I'm curious how relatively low-conflict divorced parents might define "co-parenting", particularly with regards to the stepfather's role. My ex is insanely jealous of my fiance's interactions with my boys, and is currently insisting that he's the FATHER and my fiance should have no role as a co-parent in my family. The jealousy has no basis in logic, by the way; I did not become romantically involved with my fiance while I was married to my ex.

A little background: I have 2 boys, 14 and 16, they're with their father every other weekend, a couple of weeks in the summer, and a week at Christmas. My fiance has lived with us since January. He is not interested in interfering with my boys' relationship with their father, and in fact actively supports it.
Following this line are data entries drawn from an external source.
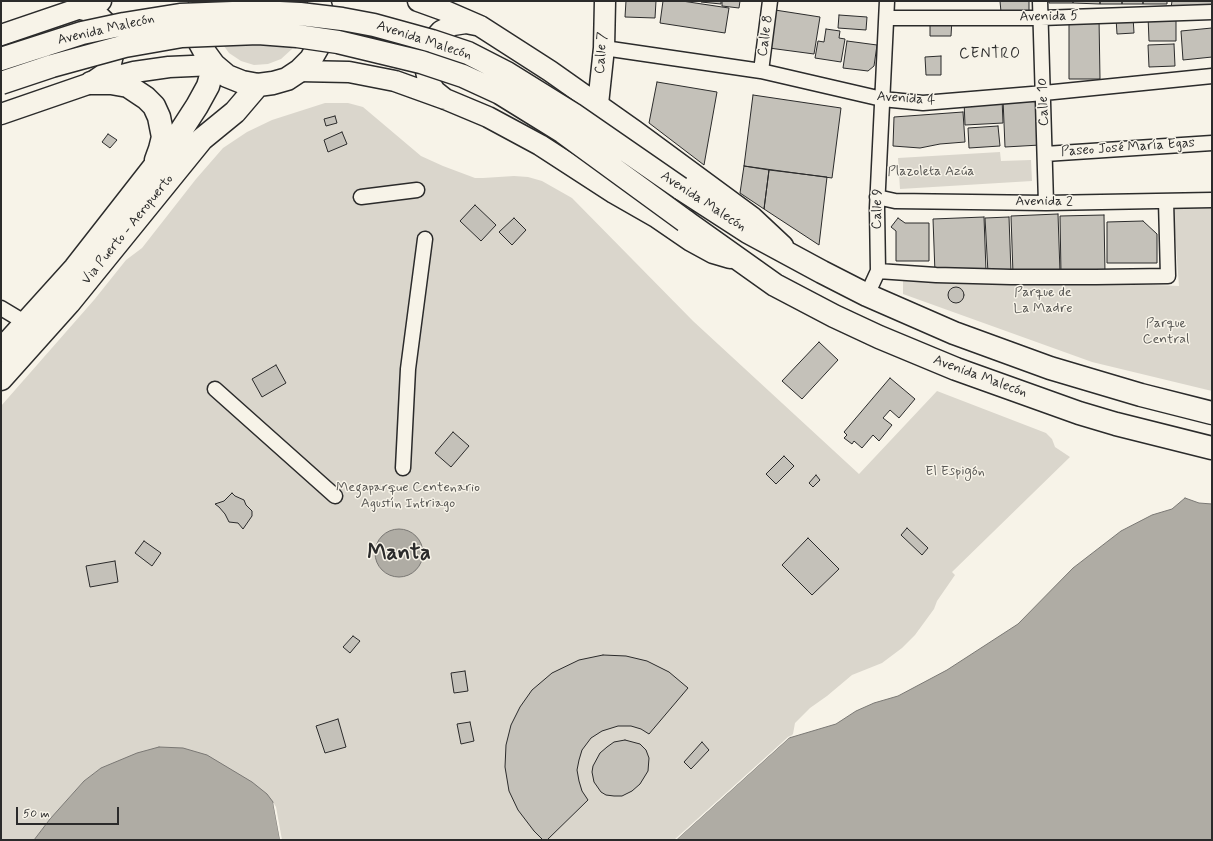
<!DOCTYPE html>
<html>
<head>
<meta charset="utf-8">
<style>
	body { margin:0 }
	#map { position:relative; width:1213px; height:841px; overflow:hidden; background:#f7f3e8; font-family:Mynerve,sans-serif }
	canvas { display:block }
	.frame { position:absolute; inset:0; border:2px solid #2b2b2b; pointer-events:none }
	.scale { position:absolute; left:16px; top:807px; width:103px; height:18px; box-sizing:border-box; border:2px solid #2b2b2b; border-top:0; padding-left:5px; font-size:12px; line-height:14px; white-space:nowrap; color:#2b2b2b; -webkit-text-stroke:3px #f7f3e8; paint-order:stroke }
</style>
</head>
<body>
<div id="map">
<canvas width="1213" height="841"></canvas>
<div class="frame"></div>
<div class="scale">50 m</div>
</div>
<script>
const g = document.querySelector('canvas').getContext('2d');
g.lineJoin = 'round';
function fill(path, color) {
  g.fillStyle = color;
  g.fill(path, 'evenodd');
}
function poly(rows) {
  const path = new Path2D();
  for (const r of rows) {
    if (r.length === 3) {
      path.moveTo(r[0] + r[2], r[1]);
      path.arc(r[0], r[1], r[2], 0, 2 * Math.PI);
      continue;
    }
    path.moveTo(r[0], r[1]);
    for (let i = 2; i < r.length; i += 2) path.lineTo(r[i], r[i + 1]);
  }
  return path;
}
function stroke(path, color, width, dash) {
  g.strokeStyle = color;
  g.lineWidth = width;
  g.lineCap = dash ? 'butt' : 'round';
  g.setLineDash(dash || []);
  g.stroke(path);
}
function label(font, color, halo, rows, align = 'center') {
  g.font = font + ' Mynerve,sans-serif';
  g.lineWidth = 3;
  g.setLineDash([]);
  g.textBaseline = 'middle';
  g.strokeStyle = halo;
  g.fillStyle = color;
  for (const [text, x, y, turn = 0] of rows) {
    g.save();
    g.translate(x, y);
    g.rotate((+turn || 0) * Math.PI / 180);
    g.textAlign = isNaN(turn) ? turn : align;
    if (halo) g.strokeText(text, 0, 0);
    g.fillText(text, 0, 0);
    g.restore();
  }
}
const green = poly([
	[222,1,296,1,300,9,302,23,299,37,292,49,281,59,268,64,254,65,241,61,229,53,221,42,217,15],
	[325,103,348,103,363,107,421,156,443,166,475,178,483,178,514,176,528,177,542,181,572,198,693,321,859,474,937,391,1046,433,1052,439,1055,447,1070,457,952,572,955,575,937,601,934,609,915,635,902,648,882,663,852,675,827,696,810,708,795,723,793,734,789,738,676,840,280,840,273,802,117,762,101,768,84,781,50,819,34,840,1,840,1,406,94,300,126,260,142,248,196,179,223,148,247,132,272,120],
	[1000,152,1001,161,1031,160,1032,181,900,189,898,158],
	[1212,205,1212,391,1092,362,903,294,903,279,1053,281,1179,286,1173,206]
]);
const water = poly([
	[1185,498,1199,503,1212,504,1212,840,676,840,789,738,836,724,856,711,874,703,898,696,947,670,1018,624,1073,568,1121,531,1152,515,1172,509,1185,498],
	[399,553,24],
	[159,747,183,748,207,755,252,782,267,794,273,802,280,840,34,840,50,819,84,781,101,768,137,753,159,747]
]);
const pier = poly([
	[792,735,676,840,674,840,788,737],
	[273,802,276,807,282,840,280,840]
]);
const building = poly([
	[626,1,656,1,655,18,625,17,626,1],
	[663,1,682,1,729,8,725,33,660,23,663,1],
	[701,1,721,1,721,4,701,2,701,1],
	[722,1,740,1,739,8,722,6,722,1],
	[1000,1,1029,1,1029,11,1001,12,1000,1],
	[1049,1,1073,1,1073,3,1049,3,1049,1],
	[1073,1,1100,1,1100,4,1073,3,1073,1],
	[1100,1,1122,1,1122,4,1100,4,1100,1],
	[1122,1,1143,1,1143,4,1122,4,1122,1],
	[1143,1,1167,1,1167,4,1143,4,1143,1],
	[1172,1,1212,1,1212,9,1171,8,1172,1],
	[775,10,820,17,814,54,769,48,775,10],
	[839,15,867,17,866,30,838,28,839,15],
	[1176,15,1176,41,1149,41,1148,16,1176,15],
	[1133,17,1134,33,1117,34,1116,18,1133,17],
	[1069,18,1099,18,1100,79,1069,79,1069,18],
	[930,19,952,19,951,36,930,36,930,19],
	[1212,28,1212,57,1183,60,1181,31,1212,28],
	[826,29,840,31,839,38,845,39,841,62,815,58,818,41,824,42,826,29],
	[847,41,877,45,874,66,868,71,843,68,847,41],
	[1174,44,1175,66,1149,67,1148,45,1174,44],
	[941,56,941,75,926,75,925,57,941,56],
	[657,82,717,92,704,165,649,123,657,82],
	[753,95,841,108,832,178,744,166,753,95],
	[1037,97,1040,145,1005,147,1003,99,1037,97],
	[1002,98,1003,123,965,125,964,101,1002,98],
	[963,112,965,142,940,144,920,148,893,146,894,117,963,112],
	[335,116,337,123,326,126,324,119,335,116],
	[998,126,1000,146,969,148,968,128,998,126],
	[342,132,347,144,328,152,324,140,342,132],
	[108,134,117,140,110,148,102,142,108,134],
	[744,166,769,170,764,209,740,193,744,166],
	[769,170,827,177,819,245,764,209,769,170],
	[475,205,496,225,481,241,460,221,475,205],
	[1058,214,1060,272,1013,274,1011,216,1058,214],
	[1104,215,1105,273,1061,274,1060,216,1104,215],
	[984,217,986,271,935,273,933,219,984,217],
	[1009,217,1011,272,988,273,985,218,1009,217],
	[514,218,526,230,512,245,499,232,514,218],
	[898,218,905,223,929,223,929,261,896,261,896,231,891,227,898,218],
	[1143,221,1157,234,1157,263,1107,263,1107,222,1143,221],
	[956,295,8],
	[819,342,838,360,802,399,782,381,819,342],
	[276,365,286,383,262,397,252,379,276,365],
	[890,378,915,399,899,418,890,410,883,418,892,425,879,441,873,435,862,448,854,441,852,444,844,438,847,435,844,432,890,378],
	[453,432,469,446,451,467,435,453,453,432],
	[784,456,794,466,776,484,766,474,784,456],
	[816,475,820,480,813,487,809,483,816,475],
	[232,493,235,496,244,500,246,505,252,511,252,516,243,529,238,523,229,522,225,514,219,507,215,504,224,501,232,493],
	[907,528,928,548,922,555,901,535,907,528],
	[808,538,839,569,812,595,782,565,808,538],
	[144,541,161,553,152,566,135,553,144,541],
	[115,561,118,582,90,587,86,566,115,561],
	[353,636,360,641,350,653,343,647,353,636],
	[603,655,626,656,647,661,669,672,688,688,649,734,641,729,631,726,618,726,602,731,591,738,582,750,579,760,577,770,579,781,582,791,588,800,547,840,543,840,534,831,518,810,509,791,505,767,506,745,511,725,520,707,532,690,552,673,579,660,603,655],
	[465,671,468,691,454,693,451,673,465,671],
	[338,719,346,747,325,753,316,726,338,719],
	[470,722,474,741,461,744,457,724,470,722],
	[625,740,640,744,646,750,649,758,648,771,640,784,632,791,622,796,614,796,606,795,601,792,594,782,592,772,593,766,600,753,607,747,614,742,625,740],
	[702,742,709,750,691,769,684,762,702,742]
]);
const street = poly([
	[1040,1,1046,203],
	[887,18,1041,18,1212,12],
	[604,48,761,71,882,99,923,103,1044,93,1212,76],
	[761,71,770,1],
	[1045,154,1212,143],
	[361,197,417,190],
	[877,197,895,201,1046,203,1212,200],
	[878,271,936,275,1011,277,1096,277,1168,276,1166,201],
	[867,295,878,271,877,208,887,1],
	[1,308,26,323],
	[215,389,335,496],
	[403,468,408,369,425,239]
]);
const secondary = poly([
	[418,1,443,10,480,26,550,71,635,131,752,217,783,246],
	[77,8,89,11,100,17,109,26,114,38,114,51,111,63,104,74,91,83],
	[1,35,101,1],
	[299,71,349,72,395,81,445,99,488,117,540,145,614,193,656,217,691,241,713,253,730,258],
	[445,99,435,91,428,80,425,67,426,53,432,41,441,31,453,25,466,23,476,25],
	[598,104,604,48,605,1],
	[1,114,91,83,134,72,169,67,214,65]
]);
const primary = poly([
	[201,1,197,17,197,30,200,43,206,54,214,65,227,76,242,82,258,85,273,83,287,79,299,71,311,59,319,45,322,29,322,12,319,1],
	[91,83,111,83,128,86,146,98,154,106,159,117,163,137,160,149,156,160],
	[680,188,748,232,822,272,867,295,954,333,1050,368,1141,395,1212,413],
	[685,221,775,285,834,316,879,337,956,369,1079,413,1116,424,1212,448],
	[1,350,75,268,175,140,197,106,208,86,214,65],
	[1,379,69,303,202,139,235,112,258,85]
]);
const primaryBridge = poly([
	[1,59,82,33,124,24,180,15,259,12,300,14,342,19,374,25,432,41,468,53,507,73,573,114,680,188],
	[1,83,52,66,125,46,182,36,258,33,297,36,338,42,421,62,463,76,500,93,563,132,685,221]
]);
const streetNames = [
	["Avenida 5",1049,17,-1],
	["Avenida Malecón",106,30,-13],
	["Calle 8",766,36,-82],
	["Avenida Malecón",424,41,18],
	["Calle 7",602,53,-86],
	["Avenida 4",906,99,4],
	["Calle 10",1044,102,-92],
	["Paseo José María Egas",1128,148,-4],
	["Avenida Malecón",703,202,33],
	["Avenida 2",1044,202],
	["Calle 9",878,209,-89],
	["Via Puerto - Aeropuerto",128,230,-51],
	["Avenida Malecón",980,377,20]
];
const parkNames = [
	["Plazoleta Azúa",931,172],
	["Parque de",1043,293],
	["La Madre",1043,309],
	["Parque",1166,324],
	["Central",1166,340],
	["El Espigón",955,472],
	["Megaparque Centenario",408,488],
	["Agustín Intriago",408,504]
];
const neighbourhoodNames = [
	["CENTRO",990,55]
];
const townNames = [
	["Manta",399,554]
];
fill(green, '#dad6cc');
fill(water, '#afaca4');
stroke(water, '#7a7874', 1);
fill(pier, '#f7f3e8');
fill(building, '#c4c1b9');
stroke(building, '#2b2b2b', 1);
stroke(street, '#2b2b2b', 17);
stroke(secondary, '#2b2b2b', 23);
stroke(primary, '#2b2b2b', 25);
stroke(street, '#f7f3e8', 14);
stroke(secondary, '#f7f3e8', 20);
stroke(primary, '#f7f3e8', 22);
stroke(primaryBridge, '#2b2b2b', 25, []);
stroke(primaryBridge, '#f7f3e8', 22);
label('14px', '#2b2b2b', '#f7f3e8', streetNames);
label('14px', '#575653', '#f7f3e8', parkNames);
g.letterSpacing = '1px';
label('15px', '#2b2b2b', '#f7f3e8', neighbourhoodNames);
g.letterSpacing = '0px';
label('bold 22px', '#2b2b2b', '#f7f3e8', townNames);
</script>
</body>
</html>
My Ex believes our son is depressed, and has pushed for an assessment by a therapist. I don't believe he's depressed, but am willing to go along simply to put the issue to rest. I think my son is affected by my ex's hostility towards my fiance, and have put that theory on the table with the therapist. I've also requested that my fiance be involved in the process, given that he'll also be involved in implementing whatever recommendations the therapist comes up with.

Co-parenting to me means that all of us share the responsibilities of parenting and we all have or develop significant relationships with the boys. Obviously my ex and I have been sharing these responsibilities and building these relationships for 16 years. But for the past 7 months my fiance has driven the boys to school every day, walked and cleaned up after their dogs every weekend morning and every summer morning, gently awakened the boys when they oversleep, had dinner with them nearly every night and struggled to draw them into conversation over the dinner table, washed all their dishes, cleaned up the messes they leave in the kitchen, taken out their garbage, done a good deal of grocery shopping, talked with their friends and their friends families, driven them to friends houses and to sports practices when I couldn't, attended nearly every sporting event and marching band competition. My fiance has been available to talk to the boys whenever they wanted to talk (which, as those of us who have teenagers all know, is not often); he's told stories of his own childhood, and occasionally he's even helped with homework.

To me in reading this forum, it seems the boundary between being a stepfather and a father revolves around discipline: stepfathers don't discipline. What else would you consider to be a boundary? What can I say to my ex to diffuse his irrational fear that my fiance wants to usurp his role as a father?